Content starts
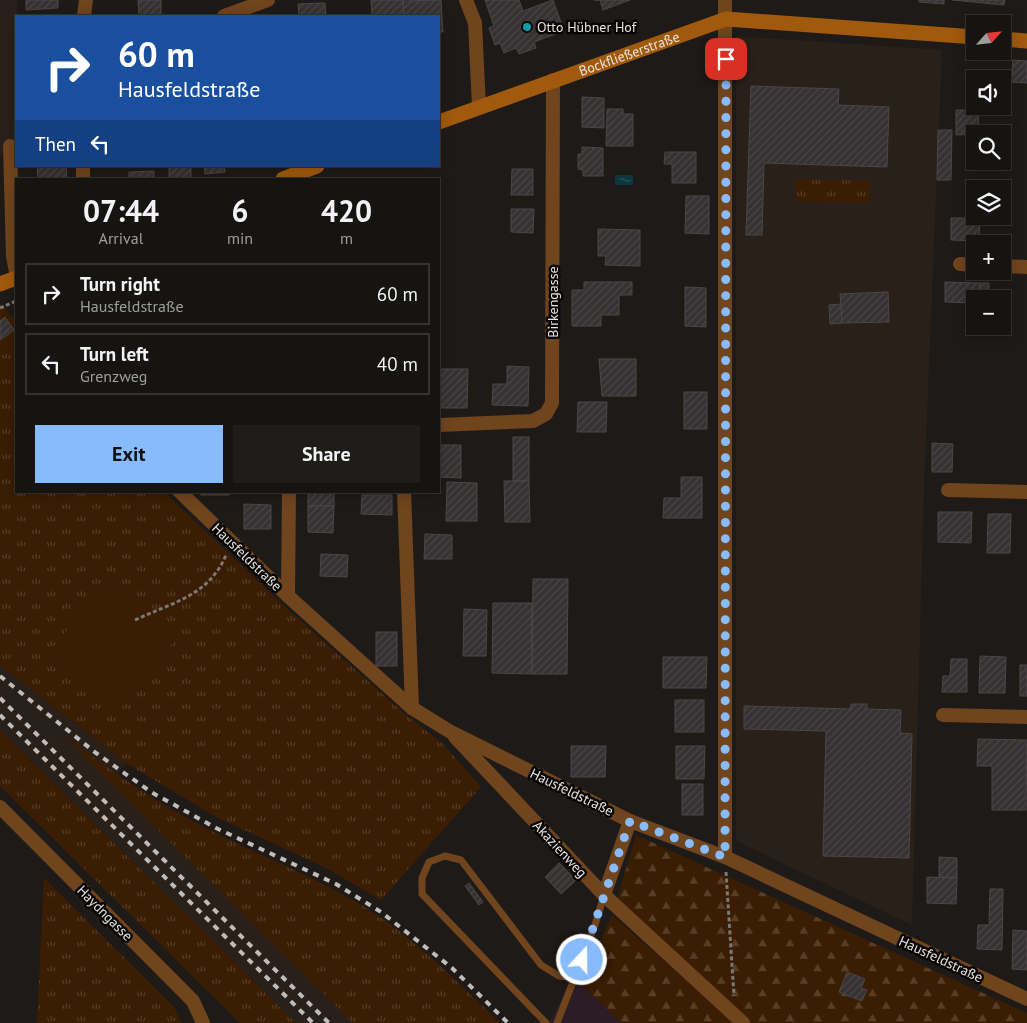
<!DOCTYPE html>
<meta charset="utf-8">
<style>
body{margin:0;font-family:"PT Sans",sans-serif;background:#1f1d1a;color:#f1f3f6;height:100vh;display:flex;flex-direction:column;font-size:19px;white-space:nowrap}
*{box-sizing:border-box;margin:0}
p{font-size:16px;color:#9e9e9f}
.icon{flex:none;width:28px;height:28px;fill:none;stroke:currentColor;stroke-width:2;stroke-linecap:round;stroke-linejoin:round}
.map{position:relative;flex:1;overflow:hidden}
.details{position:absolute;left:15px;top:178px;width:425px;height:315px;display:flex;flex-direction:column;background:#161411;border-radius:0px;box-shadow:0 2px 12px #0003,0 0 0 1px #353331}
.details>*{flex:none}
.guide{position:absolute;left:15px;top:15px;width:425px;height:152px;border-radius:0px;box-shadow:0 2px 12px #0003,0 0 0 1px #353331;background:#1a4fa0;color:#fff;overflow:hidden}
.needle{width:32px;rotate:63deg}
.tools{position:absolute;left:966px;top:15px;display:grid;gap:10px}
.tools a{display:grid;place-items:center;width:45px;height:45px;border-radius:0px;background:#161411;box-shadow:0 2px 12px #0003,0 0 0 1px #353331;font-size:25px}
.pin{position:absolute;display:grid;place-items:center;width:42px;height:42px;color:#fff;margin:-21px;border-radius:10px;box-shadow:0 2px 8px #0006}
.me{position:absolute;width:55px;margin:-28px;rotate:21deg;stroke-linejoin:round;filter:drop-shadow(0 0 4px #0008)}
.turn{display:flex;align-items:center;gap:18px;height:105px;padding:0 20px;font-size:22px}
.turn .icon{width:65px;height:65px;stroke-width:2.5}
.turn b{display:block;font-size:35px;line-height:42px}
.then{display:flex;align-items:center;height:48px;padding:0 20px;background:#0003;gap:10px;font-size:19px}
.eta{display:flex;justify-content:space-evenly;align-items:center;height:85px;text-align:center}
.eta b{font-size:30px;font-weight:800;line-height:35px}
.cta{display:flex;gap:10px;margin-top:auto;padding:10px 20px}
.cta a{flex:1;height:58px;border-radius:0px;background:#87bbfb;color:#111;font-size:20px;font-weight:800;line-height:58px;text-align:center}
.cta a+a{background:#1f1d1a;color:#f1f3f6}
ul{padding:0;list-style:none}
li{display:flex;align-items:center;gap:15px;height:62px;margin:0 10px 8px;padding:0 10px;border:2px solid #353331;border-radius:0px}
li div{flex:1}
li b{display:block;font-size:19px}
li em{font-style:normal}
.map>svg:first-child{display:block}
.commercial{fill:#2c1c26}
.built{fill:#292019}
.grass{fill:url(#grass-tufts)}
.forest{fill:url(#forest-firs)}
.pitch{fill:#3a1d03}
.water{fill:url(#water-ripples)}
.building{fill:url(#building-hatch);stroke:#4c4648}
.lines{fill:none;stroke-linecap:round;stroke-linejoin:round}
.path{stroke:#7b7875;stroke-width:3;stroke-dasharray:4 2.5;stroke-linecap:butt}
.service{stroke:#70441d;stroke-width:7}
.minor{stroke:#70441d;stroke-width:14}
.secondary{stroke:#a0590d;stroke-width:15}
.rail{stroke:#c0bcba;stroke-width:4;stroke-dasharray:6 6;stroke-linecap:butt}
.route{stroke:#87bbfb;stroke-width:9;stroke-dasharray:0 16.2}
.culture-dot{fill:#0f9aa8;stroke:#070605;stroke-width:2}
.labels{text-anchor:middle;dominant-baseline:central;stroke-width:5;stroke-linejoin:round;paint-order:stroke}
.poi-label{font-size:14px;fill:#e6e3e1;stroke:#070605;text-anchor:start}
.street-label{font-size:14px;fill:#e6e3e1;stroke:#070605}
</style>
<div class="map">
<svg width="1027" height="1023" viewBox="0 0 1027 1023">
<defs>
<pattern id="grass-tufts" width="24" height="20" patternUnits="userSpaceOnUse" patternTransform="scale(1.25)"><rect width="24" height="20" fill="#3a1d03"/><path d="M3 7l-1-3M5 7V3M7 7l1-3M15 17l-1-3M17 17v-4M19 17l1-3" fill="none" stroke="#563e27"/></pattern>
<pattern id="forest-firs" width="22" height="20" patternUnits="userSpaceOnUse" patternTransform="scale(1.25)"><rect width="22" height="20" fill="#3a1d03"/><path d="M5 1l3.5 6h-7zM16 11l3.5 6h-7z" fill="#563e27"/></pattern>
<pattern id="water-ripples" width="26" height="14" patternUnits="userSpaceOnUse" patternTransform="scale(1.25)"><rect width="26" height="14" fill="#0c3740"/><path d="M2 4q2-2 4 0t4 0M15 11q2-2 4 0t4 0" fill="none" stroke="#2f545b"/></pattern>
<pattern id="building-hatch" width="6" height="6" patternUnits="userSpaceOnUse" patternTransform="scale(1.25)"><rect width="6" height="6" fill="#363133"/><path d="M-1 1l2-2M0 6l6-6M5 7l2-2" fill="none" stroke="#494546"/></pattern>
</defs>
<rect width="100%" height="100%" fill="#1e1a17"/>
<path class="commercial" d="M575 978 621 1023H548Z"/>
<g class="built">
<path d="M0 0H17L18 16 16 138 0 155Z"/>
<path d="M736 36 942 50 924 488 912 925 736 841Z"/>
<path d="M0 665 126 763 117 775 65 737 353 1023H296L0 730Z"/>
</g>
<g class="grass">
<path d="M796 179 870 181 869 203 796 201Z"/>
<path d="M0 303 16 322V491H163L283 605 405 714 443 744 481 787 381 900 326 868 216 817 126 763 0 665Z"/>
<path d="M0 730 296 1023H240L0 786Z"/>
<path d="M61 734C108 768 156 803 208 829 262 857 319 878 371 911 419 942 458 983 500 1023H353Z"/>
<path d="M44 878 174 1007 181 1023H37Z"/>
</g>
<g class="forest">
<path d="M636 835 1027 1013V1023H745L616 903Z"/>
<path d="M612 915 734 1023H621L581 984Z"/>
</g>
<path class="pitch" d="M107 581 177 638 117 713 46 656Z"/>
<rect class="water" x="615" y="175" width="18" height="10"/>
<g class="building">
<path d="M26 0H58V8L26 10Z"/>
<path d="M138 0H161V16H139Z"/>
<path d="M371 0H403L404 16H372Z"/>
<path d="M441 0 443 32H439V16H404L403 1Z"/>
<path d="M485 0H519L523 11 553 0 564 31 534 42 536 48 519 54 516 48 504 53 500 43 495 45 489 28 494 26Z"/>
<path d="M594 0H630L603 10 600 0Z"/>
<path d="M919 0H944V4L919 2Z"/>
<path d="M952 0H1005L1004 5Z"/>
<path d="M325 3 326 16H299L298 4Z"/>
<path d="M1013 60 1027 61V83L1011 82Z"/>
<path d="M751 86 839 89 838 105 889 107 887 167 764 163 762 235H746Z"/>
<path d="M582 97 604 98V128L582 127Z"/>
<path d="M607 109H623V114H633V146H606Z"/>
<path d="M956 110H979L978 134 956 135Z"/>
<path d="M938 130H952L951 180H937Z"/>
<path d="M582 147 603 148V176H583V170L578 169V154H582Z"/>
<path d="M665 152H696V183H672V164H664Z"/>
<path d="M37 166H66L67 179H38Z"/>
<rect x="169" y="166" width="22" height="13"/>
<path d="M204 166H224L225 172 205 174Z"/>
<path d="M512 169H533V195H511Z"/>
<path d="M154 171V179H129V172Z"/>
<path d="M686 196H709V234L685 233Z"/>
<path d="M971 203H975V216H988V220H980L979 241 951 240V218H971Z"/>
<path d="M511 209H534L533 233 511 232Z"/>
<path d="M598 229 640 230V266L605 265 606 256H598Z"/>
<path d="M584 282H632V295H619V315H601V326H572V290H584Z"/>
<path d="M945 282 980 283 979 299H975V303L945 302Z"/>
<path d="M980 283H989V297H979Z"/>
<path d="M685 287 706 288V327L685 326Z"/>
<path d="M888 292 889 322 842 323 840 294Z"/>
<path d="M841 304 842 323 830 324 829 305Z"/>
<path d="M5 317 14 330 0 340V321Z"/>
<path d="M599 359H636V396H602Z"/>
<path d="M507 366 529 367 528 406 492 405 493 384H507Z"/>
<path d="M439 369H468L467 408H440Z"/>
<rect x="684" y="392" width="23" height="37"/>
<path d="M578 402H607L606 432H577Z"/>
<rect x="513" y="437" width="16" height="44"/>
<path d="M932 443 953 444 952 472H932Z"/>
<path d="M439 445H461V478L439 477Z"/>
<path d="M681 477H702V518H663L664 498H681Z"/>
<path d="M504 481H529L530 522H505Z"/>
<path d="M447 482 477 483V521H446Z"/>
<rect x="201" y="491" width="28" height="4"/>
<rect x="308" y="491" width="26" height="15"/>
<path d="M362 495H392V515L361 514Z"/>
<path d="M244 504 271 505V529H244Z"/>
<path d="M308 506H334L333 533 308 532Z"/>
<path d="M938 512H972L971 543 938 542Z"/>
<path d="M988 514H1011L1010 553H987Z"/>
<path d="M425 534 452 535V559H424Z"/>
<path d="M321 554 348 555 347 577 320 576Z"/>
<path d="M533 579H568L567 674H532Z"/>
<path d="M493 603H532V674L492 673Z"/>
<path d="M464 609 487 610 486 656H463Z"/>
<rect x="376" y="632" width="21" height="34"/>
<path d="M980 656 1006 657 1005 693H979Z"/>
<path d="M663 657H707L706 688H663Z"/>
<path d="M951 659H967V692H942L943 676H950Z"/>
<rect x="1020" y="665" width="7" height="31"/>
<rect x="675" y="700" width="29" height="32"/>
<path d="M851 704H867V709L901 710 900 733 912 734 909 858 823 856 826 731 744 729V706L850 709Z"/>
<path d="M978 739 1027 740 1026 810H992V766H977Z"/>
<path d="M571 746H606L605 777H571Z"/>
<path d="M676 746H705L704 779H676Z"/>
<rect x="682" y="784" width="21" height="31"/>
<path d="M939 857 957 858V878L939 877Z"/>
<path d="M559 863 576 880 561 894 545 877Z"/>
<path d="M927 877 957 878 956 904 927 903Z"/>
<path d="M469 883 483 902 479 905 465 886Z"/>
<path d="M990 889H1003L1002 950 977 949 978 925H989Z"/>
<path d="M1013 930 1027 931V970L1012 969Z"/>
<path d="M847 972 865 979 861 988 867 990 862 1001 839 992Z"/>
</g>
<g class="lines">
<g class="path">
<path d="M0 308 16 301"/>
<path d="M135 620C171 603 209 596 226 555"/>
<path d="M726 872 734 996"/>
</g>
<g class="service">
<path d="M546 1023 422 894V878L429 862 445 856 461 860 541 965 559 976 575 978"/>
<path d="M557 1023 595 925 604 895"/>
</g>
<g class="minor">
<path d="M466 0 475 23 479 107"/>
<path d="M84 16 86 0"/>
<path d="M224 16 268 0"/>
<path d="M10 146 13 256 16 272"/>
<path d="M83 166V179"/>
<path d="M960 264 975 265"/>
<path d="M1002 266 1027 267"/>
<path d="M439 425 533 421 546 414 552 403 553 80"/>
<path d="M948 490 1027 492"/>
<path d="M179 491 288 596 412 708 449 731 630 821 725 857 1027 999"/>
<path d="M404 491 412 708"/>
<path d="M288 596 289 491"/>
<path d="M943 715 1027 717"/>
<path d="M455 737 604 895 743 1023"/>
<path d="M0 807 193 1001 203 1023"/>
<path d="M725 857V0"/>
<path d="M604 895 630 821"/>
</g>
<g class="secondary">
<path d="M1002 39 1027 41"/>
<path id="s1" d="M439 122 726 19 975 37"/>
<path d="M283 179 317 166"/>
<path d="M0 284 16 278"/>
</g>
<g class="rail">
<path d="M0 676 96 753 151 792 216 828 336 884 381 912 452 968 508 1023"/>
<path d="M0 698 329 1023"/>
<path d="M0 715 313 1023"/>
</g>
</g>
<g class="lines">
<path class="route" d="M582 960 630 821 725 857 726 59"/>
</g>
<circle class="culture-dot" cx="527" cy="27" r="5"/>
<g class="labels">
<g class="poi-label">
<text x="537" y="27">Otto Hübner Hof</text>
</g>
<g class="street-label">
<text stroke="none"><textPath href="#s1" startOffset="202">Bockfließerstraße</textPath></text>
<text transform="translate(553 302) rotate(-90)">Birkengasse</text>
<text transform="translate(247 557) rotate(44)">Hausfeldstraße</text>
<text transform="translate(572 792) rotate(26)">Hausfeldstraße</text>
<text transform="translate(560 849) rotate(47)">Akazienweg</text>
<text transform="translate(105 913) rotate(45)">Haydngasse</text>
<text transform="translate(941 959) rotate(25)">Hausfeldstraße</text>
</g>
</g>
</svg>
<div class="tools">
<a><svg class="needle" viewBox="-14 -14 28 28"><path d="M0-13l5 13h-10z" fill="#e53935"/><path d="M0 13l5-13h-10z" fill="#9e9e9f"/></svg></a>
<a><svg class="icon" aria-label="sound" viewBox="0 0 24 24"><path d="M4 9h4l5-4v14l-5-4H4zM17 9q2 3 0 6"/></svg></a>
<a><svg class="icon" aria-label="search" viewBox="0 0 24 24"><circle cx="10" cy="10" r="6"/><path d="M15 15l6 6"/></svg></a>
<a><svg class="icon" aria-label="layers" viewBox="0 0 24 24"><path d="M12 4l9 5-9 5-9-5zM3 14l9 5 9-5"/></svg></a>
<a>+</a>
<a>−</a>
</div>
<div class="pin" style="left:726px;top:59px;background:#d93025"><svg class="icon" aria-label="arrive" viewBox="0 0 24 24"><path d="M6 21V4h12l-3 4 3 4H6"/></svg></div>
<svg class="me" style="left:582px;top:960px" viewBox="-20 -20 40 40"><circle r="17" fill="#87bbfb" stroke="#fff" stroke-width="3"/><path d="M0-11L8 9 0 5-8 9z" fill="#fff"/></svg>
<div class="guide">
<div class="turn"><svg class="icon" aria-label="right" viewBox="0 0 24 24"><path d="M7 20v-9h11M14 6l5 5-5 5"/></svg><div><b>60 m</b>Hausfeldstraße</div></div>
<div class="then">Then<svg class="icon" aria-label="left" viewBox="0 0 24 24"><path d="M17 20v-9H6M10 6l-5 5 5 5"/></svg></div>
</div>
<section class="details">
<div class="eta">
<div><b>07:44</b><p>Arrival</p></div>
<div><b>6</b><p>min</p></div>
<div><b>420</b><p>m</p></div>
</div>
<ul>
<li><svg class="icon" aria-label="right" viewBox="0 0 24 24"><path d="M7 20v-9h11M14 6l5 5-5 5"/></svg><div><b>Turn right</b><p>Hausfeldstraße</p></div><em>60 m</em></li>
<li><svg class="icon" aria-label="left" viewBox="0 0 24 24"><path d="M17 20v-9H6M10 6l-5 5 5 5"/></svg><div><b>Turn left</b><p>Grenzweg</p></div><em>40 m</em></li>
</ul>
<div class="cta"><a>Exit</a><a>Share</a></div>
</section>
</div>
Content ends
**WORK INSTRUCTIONS**
Lines with "pitch": find them in the data and copy each one.

**PROBLEM SOLUTION**
.pitch{fill:#3a1d03}
<path class="pitch" d="M107 581 177 638 117 713 46 656Z"/>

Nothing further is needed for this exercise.